Em 2025, a Grã-Bretanha registrou recorde de aprovações para projetos de energia renovável, com 45 GW aprovados, quase o dobro de 2024. O impulso foi puxado por baterias, vento offshore e solar, seguindo reformas para reduzir atrasos e zerar emissões até 2030. A capacidade aprovada superou significativamente os números do ano anterior.

As baterias responderam por 28,6 GW, enquanto o vento offshore alcançou 9,9 GW. A tendência reflete um aumento de mais de 400% na aprovação de projetos de energia renovável nos últimos cinco anos, segundo a Cornwall Insight. No entanto, iniciação efetiva de obras ainda enfrenta entraves.
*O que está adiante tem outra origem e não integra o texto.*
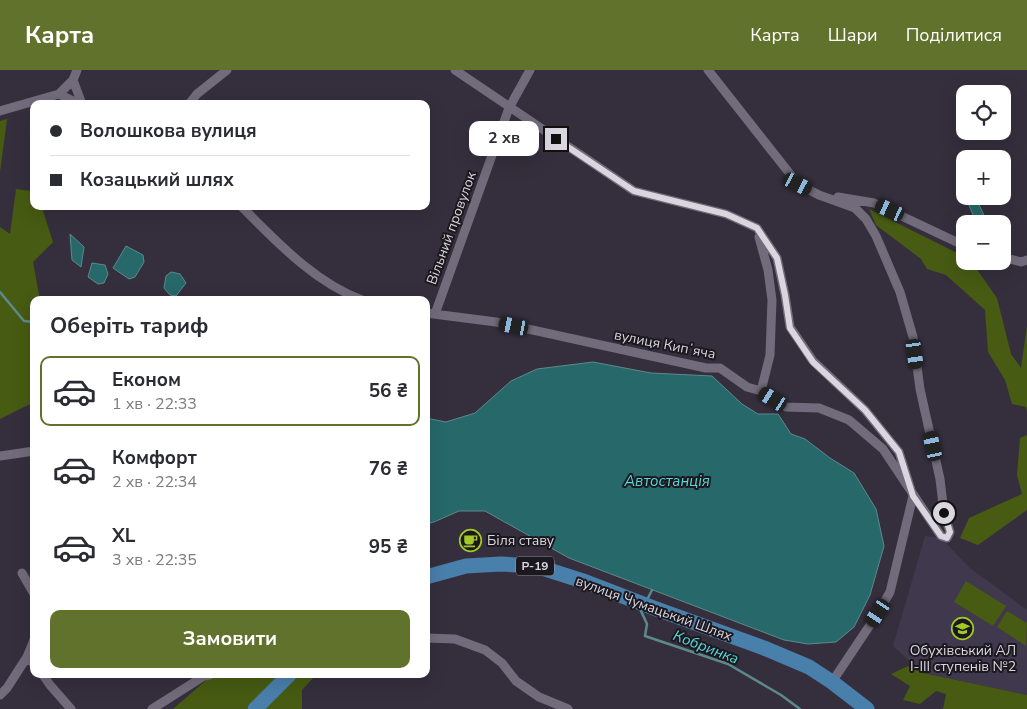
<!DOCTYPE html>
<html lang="uk">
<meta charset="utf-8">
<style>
:root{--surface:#fff;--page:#f7f7f7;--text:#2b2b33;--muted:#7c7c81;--line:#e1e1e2;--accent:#61722d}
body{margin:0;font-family:"Nunito Sans",sans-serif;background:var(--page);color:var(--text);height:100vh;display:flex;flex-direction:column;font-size:19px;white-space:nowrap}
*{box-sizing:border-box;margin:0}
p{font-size:16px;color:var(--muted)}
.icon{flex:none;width:28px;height:28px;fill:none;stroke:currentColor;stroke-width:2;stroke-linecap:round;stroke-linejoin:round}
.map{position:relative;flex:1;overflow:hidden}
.side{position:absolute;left:30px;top:226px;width:400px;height:382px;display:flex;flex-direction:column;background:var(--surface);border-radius:10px;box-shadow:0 5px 20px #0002}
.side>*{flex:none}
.guide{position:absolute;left:30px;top:30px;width:400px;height:110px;border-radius:10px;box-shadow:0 5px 20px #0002;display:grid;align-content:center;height:110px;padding:0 20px;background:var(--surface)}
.tools{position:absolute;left:956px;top:15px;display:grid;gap:10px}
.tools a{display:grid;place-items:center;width:55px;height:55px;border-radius:10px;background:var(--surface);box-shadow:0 5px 20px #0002;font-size:25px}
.end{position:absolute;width:22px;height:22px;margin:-11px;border:6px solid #dad6df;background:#111;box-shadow:0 0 0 2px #111}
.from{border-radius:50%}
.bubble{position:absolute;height:35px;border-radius:10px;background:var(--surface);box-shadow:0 5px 20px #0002;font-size:16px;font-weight:700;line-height:35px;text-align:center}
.car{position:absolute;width:15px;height:30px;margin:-15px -8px;border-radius:6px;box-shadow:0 0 4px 1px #0007;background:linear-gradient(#222 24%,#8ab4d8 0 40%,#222 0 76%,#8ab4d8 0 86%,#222 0)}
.guide b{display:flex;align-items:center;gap:18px;height:48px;font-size:19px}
.guide b+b{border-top:1px solid var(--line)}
.guide i{width:12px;height:12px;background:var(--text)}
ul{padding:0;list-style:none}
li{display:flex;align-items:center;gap:15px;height:70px;margin:0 10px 8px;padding:0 10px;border:2px solid transparent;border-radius:10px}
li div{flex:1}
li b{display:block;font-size:19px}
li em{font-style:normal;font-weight:700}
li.on{border-color:var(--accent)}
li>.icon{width:45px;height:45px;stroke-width:1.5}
h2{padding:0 20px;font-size:22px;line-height:60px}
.primary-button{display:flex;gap:10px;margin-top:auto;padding:10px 20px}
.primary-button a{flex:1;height:58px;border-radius:10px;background:var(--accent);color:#fff;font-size:20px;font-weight:700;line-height:58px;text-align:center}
header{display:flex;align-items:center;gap:30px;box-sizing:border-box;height:70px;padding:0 25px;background:var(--accent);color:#fff}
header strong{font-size:24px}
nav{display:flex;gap:28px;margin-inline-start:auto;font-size:18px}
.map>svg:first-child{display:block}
.built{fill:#40384c}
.green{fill:#475b12}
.water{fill:#27686a;stroke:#5d898d}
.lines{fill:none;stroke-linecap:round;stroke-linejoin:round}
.stream{stroke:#5d898d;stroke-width:2.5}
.street{stroke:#716b7b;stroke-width:9}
.primary{stroke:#497fab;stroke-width:15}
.route{stroke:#dad6df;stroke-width:6}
.labels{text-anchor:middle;stroke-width:4;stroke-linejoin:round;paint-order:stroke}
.shield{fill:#1b191f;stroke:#a19da5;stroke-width:1}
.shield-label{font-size:12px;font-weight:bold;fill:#dad6df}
.street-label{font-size:14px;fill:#dad6df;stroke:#1b191f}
.poi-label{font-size:14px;fill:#dad6df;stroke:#1b191f;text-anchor:start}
.water-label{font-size:15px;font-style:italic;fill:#58d7db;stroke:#1b191f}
</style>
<header>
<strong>Карта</strong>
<nav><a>Карта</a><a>Шари</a><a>Поділитися</a></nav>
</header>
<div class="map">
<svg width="1027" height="639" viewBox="0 0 1027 639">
<rect width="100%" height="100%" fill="#352f3d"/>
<path class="built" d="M925,466L941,468L970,498L1027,540V625L923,603L893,576Z"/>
<path class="green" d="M7,49L1,95L0,102V51Z
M16,119L31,121L34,119V136H51L43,141L53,172L33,192L40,230H34V332L0,349V157L10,164Z
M869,139L965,187V191H971L997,228L1011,284L1021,298L1027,255V341L1026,337L1012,334L1005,310L988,282L985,240L946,205L927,199L921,189L876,155Z
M1027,365V440L978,475L960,468L969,448L1022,424L1017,405L1020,368Z
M966,511L1006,536L993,556L954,532Z
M1007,541L1027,553L1026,576L997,557Z
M908,596L923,603L1027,625V639H943L946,624L936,621L920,634L903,630L910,616L891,604Z
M212,605H316L302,620V639H173Z"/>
<path class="water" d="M965,126H975L988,154H977Z
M70,164L84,177L81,197L72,190Z
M126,176L143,185L144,192L135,207L129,209L113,198Z
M92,193L105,195L108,204L104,213L98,214L88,207Z
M171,202L180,204L186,213L176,226L170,225L164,218L166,206Z
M593,292L651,303L712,306L742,334L758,344H778L791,364L805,369L830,388L854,403L876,439L884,476L870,525L854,557L836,572L808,574L784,570L569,488L485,441H459L434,452L426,454V348L446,352L475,343L511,311L537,299Z"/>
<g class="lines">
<path class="stream" d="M0,222L24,251L34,252
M647,530L652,520
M642,539L641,541L647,554L645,566L728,594L781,625L800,639"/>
<path class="street" d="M77,0L73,10L82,34
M455,0L634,121L726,144L757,158L777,188L785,225L790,257L813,291L865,340L899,382L913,426L890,522L878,543L832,612
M59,24L79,34
M189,34L197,24L227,0
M0,41L59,24L73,10
M838,127L874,133L965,176
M241,136C277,172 314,212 362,230
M759,167L768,200L772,230L770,285L761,321
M1002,187L1021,192L1027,190
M426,243L496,252L706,298H720L747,317L761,321L786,337L819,338L849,350L883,379L941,466L947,468L950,462L944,443L940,409L920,319L913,267L900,222L876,166L866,149L855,138L819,125L798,114L708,0
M435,244L509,38L530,0
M0,386L34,381
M22,503L34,524
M426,568L455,569L485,580L502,593L516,611L539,627L568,639
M34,570L27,587L34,594
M43,605L50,615L71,639
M0,625L7,618L27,587
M152,639L204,606L210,605"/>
<path class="primary" d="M426,507L466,496L501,494L536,496L586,512L651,537L764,578L809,597L832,612L867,639
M255,639L289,605"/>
</g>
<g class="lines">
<path class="route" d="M556,69L634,121L726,144L757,158L777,188L785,225L790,258L813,292L865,340L899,382L913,426L941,466L947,468L950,462L944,443"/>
</g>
<defs>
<symbol id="cafe-ring" viewBox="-11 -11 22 22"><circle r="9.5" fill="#1b191f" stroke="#a4c825" stroke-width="1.5"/><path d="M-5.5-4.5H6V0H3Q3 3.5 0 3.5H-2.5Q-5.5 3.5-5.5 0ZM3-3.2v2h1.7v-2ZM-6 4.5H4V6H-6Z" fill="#a4c825"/></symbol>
<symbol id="school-ring" viewBox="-11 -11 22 22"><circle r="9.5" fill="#1b191f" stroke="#a4c825" stroke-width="1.5"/><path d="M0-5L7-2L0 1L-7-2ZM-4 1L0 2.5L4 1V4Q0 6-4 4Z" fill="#a4c825"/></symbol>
</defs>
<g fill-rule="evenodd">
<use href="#cafe-ring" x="458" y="458" width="25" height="25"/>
<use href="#school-ring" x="950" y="546" width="25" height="25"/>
</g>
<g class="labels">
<rect class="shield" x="516" y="486.5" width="38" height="19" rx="4"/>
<g class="shield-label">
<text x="535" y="500">Р-19</text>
</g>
<g class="street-label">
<text transform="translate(451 158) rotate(-70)" y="5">Вільний провулок</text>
<text transform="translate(665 274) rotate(11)" y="5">вулиця Кипʼяча</text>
<text transform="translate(654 538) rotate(20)" y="5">вулиця Чумацький Шлях</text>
</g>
<g class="poi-label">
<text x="487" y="475">Біля ставу</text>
<text x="963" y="585" text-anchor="middle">Обухівський АЛ<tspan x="963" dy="16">І-ІІІ ступенів №2</tspan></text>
</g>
<g class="water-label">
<text x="667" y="416">Автостанція</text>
<text transform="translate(706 577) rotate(21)" y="5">Кобринка</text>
</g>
</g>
</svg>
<div class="tools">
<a><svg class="icon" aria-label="locate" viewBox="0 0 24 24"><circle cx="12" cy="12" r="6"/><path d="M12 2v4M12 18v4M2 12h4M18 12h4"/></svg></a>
<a>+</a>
<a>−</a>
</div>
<i class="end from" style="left:944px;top:443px"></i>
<i class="end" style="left:556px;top:69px"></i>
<div class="bubble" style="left:469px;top:51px;width:70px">2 хв</div>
<i class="car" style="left:798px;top:114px;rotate:117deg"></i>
<i class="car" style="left:890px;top:140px;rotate:295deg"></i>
<i class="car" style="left:514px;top:256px;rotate:282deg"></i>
<i class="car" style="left:915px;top:284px;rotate:172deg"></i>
<i class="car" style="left:773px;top:329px;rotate:302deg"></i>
<i class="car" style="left:933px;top:376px;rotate:348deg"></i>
<i class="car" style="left:878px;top:543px;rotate:214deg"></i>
<div class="guide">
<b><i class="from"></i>Волошкова вулиця</b>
<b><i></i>Козацький шлях</b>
</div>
<section class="side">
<h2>Оберіть тариф</h2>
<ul>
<li class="on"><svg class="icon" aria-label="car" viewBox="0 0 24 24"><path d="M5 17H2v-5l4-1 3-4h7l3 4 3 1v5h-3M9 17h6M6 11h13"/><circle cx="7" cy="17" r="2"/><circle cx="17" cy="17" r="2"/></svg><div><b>Економ</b><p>1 хв · 22:33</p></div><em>56 ₴</em></li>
<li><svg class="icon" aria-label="car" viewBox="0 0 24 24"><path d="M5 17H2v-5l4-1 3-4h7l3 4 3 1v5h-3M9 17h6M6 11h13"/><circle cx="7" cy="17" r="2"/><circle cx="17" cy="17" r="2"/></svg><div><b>Комфорт</b><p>2 хв · 22:34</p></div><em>76 ₴</em></li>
<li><svg class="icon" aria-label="car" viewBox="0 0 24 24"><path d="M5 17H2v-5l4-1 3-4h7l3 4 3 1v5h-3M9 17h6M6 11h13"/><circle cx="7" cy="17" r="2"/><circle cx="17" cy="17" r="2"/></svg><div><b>XL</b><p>3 хв · 22:35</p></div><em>95 ₴</em></li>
</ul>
<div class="primary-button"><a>Замовити</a></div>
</section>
</div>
Reformas de rede visam acelerar entregas

O secretário de Energia, Ed Miliband, disse que o governo quer retomar o controle da energia britânica com produção limpa local. Segundo analistas, as aprovações indicam dinamismo, mas não garantem geração imediata, dado atraso na conexão à rede e prazos de construção.

Especialistas destacam a necessidade de agir sobre gargalos de rede para transformar aprovações em energia disponível. Reformas recentes buscam eliminar projetos parados e adotar o critério “primeiro pronto, primeiro necessário, primeiro conectado”, para reduzir filas.

A Cornwall acrescenta que a expansão requer reforço da infraestrutura elétrica. A rede atual não foi dimensionada para volumes elevados de geração intermitente e armazenamento, exigindo investimentos em flexibilidade, upgrades de transmissão e tecnologias inteligentes.